Se carga el conjunto de datos de arrendamientos de hidrocarburos del estado de Kansas, EE.UU., registrados por el Kansas Geological Survey.
ruta_csv <- "C:/Users/luisq/OneDrive/Desktop/ESTADISTICA/kansas.csv"
datos <- read_delim(ruta_csv, delim = ";", show_col_types = FALSE)
cat("Base de datos cargada correctamente.\n")
## Base de datos cargada correctamente.
cat("Total de registros (filas):", nrow(datos), "\n")
## Total de registros (filas): 104173
La variable TOWNSHIP representa la división norte-sur del sistema de agrimensura rectangular de Kansas.
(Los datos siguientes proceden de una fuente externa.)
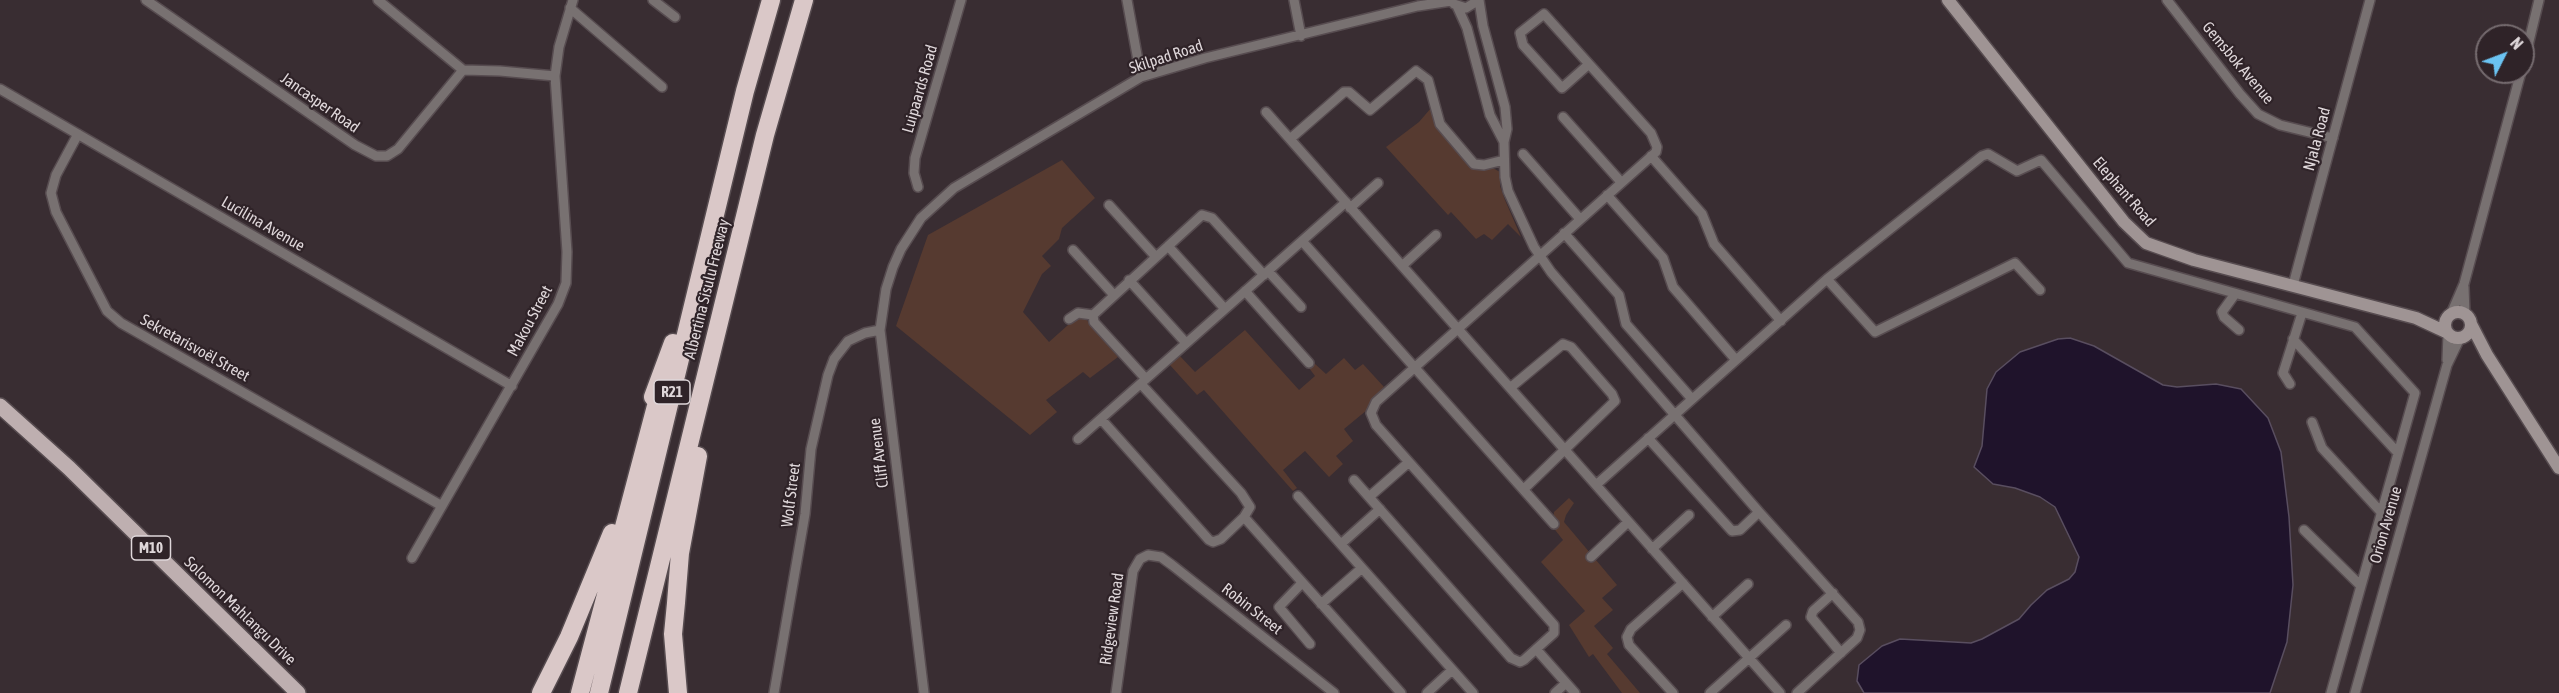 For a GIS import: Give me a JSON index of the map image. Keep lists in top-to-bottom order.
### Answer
{
  "streets": {
    "highway": ["Albertina Sisulu Freeway", "R21"],
    "main road": ["M10", "Solomon Mahlangu Drive"],
    "street": [
      "Skilpad Road",
      "Gemsbok Avenue",
      "Luipaards Road",
      "Jancasper Road",
      "Njala Road",
      "Elephant Road",
      "Lucilina Avenue",
      "Makou Street",
      "Sekretarisvoël Street",
      "Cliff Avenue",
      "Wolf Street",
      "Orion Avenue",
      "Robin Street",
      "Ridgeview Road"
    ]
  },
  "crossings": [
    ["Skilpad Road", "Cliff Avenue"],
    ["Gemsbok Avenue", "Njala Road"],
    ["Njala Road", "Elephant Road"],
    ["Elephant Road", "Orion Avenue"],
    ["Lucilina Avenue", "Makou Street"],
    ["Lucilina Avenue", "Sekretarisvoël Street"],
    ["Makou Street", "Sekretarisvoël Street"],
    ["Cliff Avenue", "Wolf Street"],
    ["Robin Street", "Ridgeview Road"]
  ],
  "north": "top right"
}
Se filtran únicamente valores enteros válidos en el rango 1–35.
x_raw <- datos %>%
mutate(TWP = suppressWarnings(as.integer(TOWNSHIP))) %>%
filter(!is.na(TWP), TWP >= 1, TWP <= 35) %>%
pull(TWP)
n_unique <- length(unique(x_raw))
cat("Observaciones válidas:", length(x_raw), "\n")
## Observaciones válidas: 97708
cat("Valores únicos:", n_unique, "\n")
## Valores únicos: 35
cat("Como hay", n_unique, "> 10 valores únicos, se agrupa en intervalos de clase.\n")
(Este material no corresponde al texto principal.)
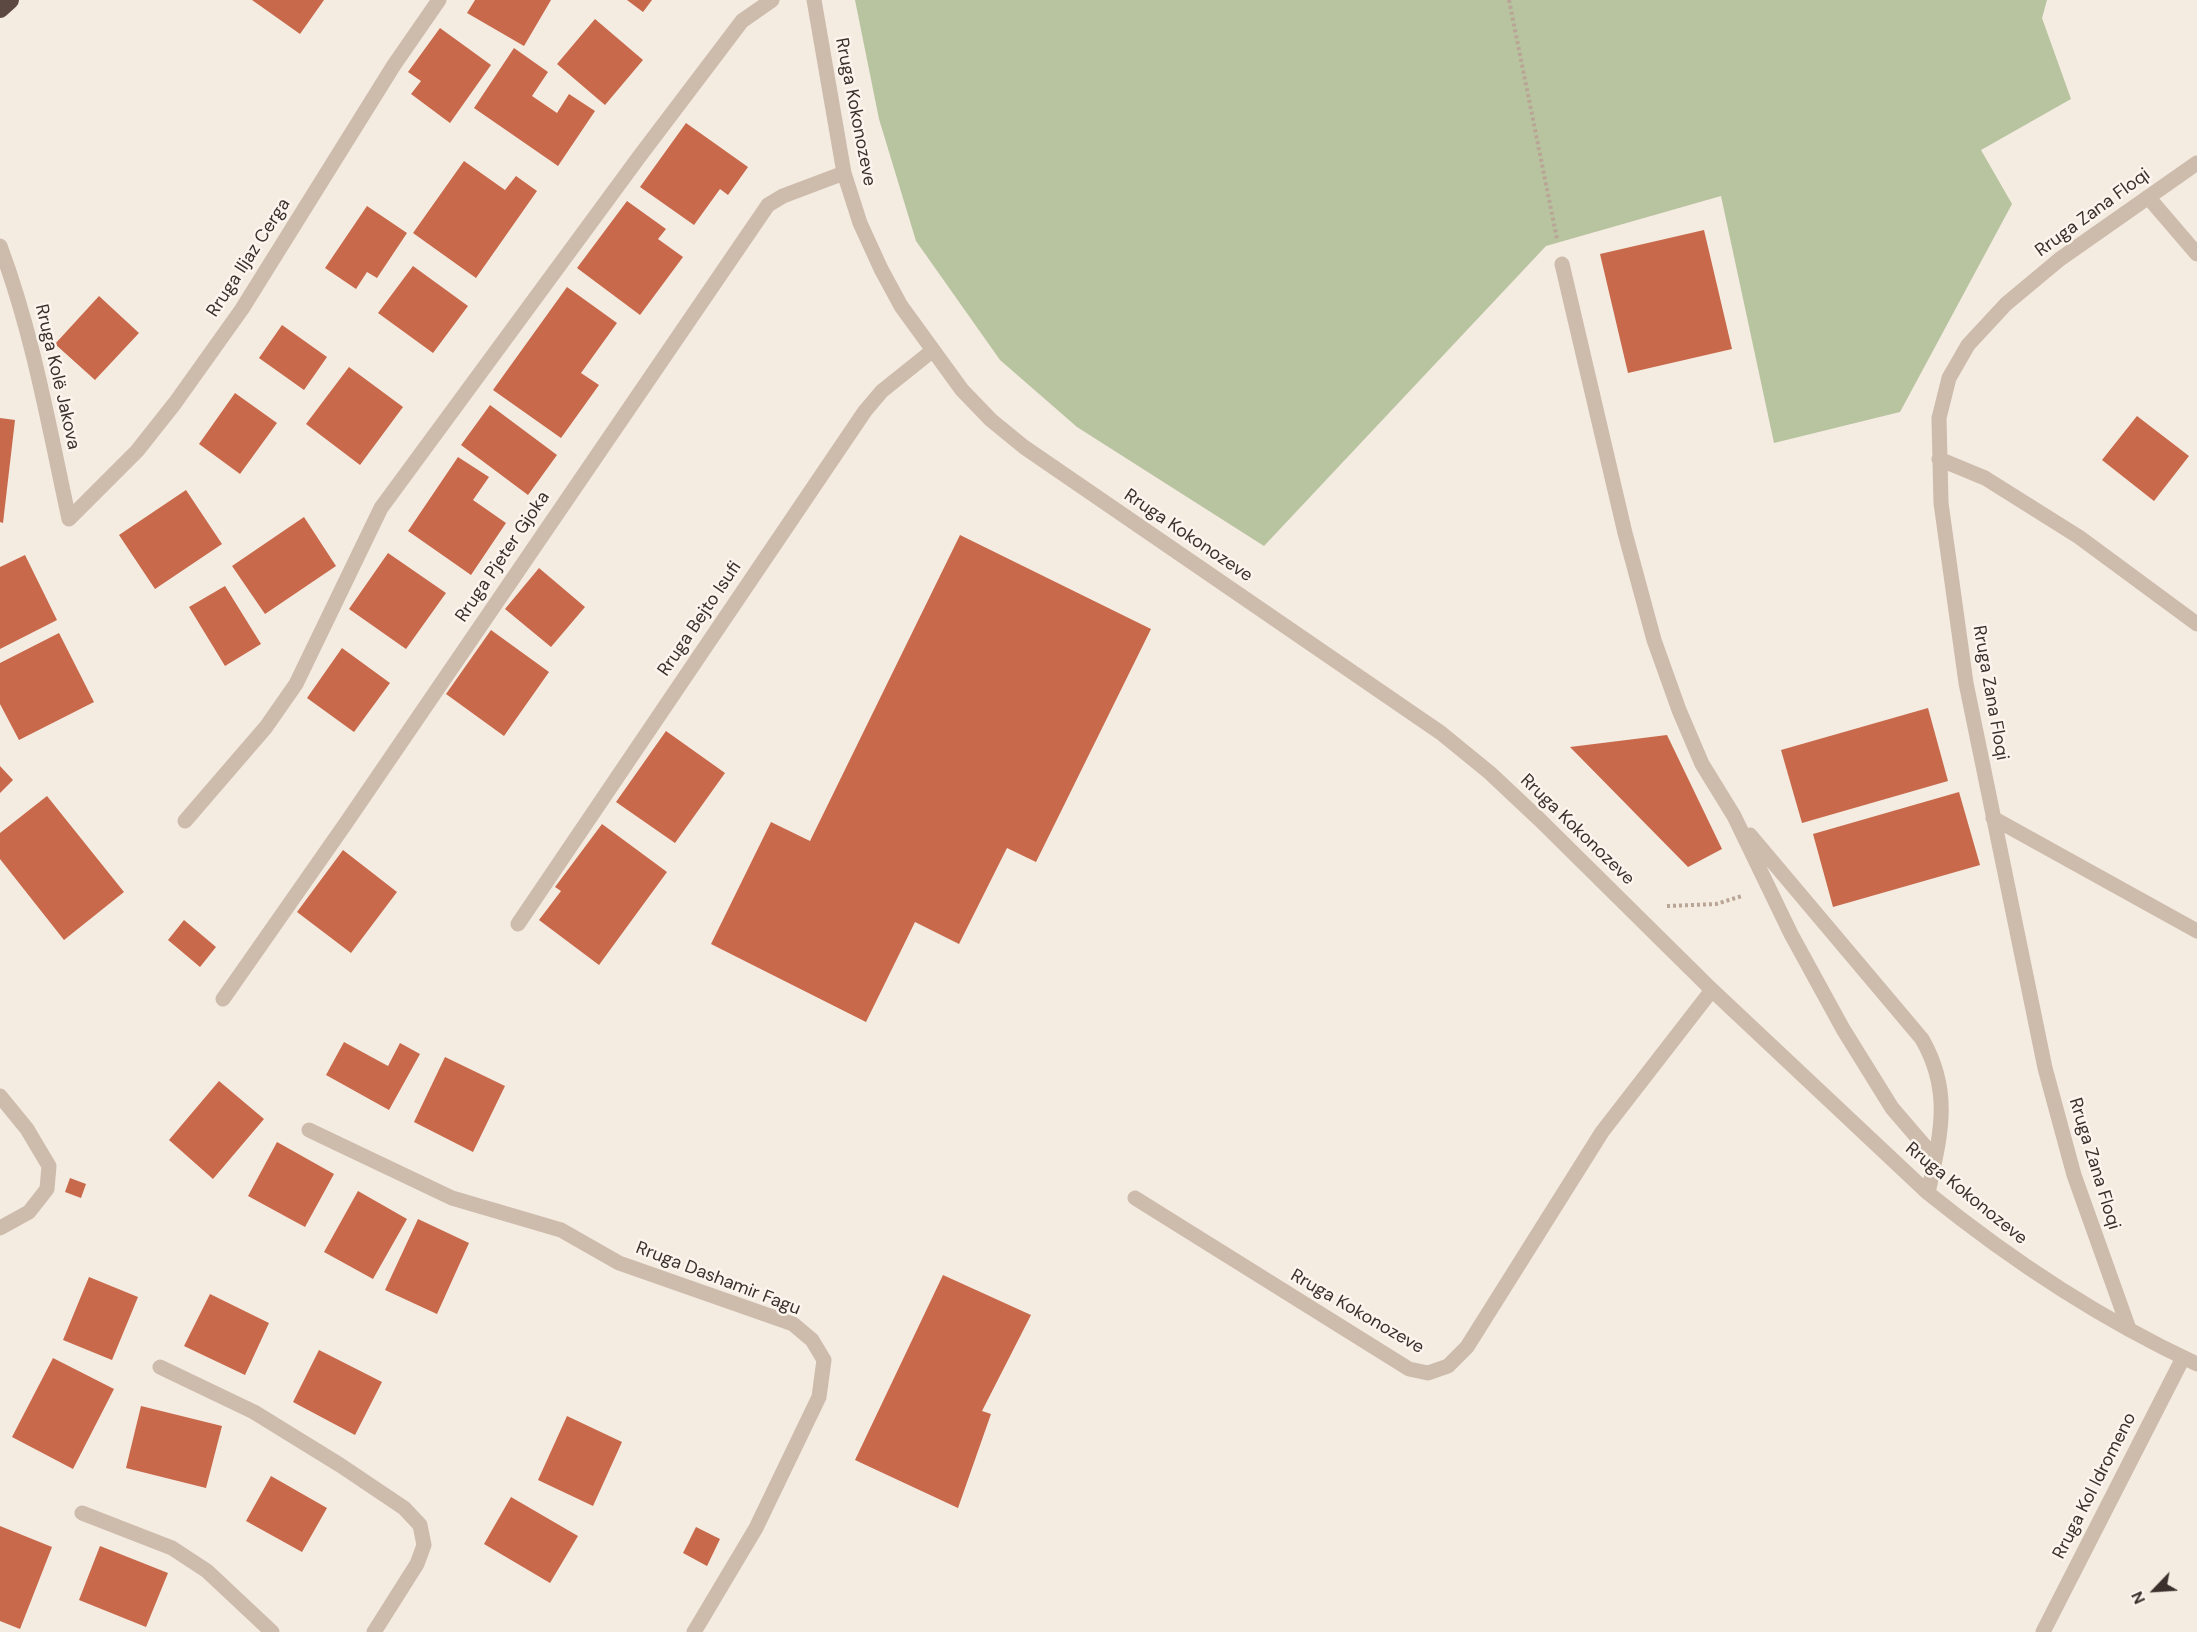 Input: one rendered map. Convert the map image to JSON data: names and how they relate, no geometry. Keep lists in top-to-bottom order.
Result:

## Como hay 35 > 10 valores únicos, se agrupa en intervalos de clase.
| Criterio | Clasificación |
|---|---|
| Tipo | Cuantitativa Continua (agrupada — más de 10 valores únicos) |
| Escala | De razón |
| Variable | TOWNSHIP (división norte-sur, sistema de agrimensura) |
| Rango | 1 a 35 |
| Fuente | Kansas Geological Survey – Kansas, EE.UU. |
Justificación: Aunque el township toma valores enteros, presenta 35 valores únicos, superando el umbral de 10. Por convención estadística se agrupa en intervalos de clase y se trata como variable cuantitativa continua. La escala es de razón, ya que el cero tiene significado absoluto.
\[k = 1 + 3{,}322 \cdot \log_{10}(n) \qquad c = \left\lceil \frac{\text{Rango}}{k} \right\rceil\]
x <- x_raw
n <- length(x)
k <- ceiling(1 + 3.322 * log10(n))
rango <- max(x) - min(x)
c_amp <- ceiling(rango / k)
cat("n =", n, "| k =", k, "| Rango =", rango, "| Amplitud c =", c_amp, "\n")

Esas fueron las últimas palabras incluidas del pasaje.